◆ Input material

-------

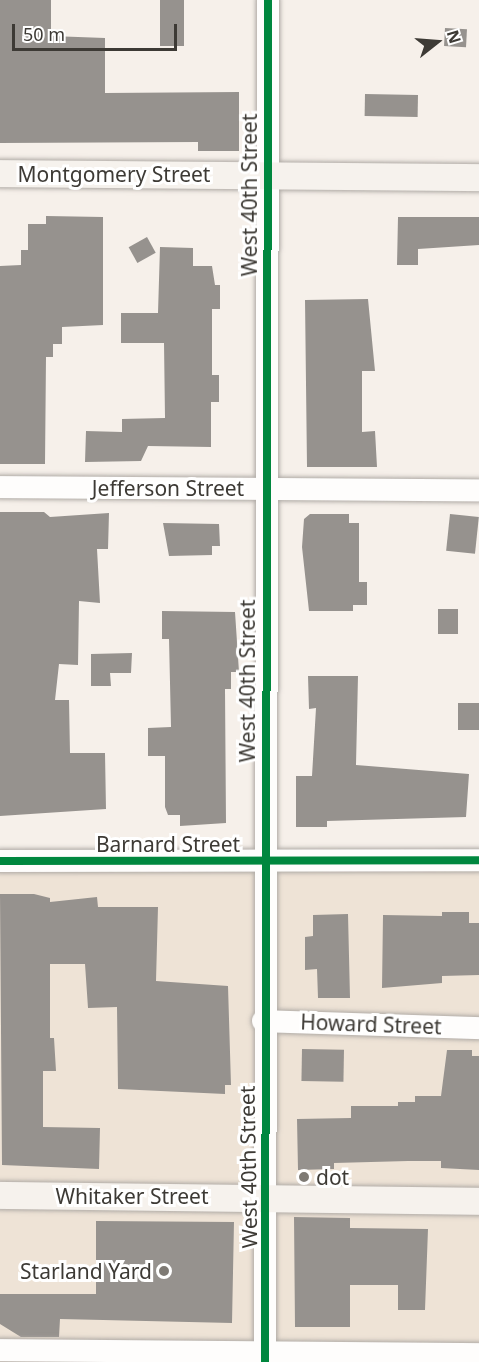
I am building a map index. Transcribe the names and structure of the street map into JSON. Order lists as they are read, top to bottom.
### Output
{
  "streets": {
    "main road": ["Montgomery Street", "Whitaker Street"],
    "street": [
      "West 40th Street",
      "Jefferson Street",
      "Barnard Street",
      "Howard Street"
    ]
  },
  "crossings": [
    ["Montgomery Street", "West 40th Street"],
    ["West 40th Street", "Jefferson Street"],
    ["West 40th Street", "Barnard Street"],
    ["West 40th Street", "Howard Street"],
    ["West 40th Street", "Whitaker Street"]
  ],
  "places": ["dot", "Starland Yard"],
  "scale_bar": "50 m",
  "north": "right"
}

-------

◆ Activity
Reproduce the data above in full, exactly as it is, with the pictures left out.

◆ Solved problem
I am building a map index. Transcribe the names and structure of the street map into JSON. Order lists as they are read, top to bottom.
### Output
{
  "streets": {
    "main road": ["Montgomery Street", "Whitaker Street"],
    "street": [
      "West 40th Street",
      "Jefferson Street",
      "Barnard Street",
      "Howard Street"
    ]
  },
  "crossings": [
    ["Montgomery Street", "West 40th Street"],
    ["West 40th Street", "Jefferson Street"],
    ["West 40th Street", "Barnard Street"],
    ["West 40th Street", "Howard Street"],
    ["West 40th Street", "Whitaker Street"]
  ],
  "places": ["dot", "Starland Yard"],
  "scale_bar": "50 m",
  "north": "right"
}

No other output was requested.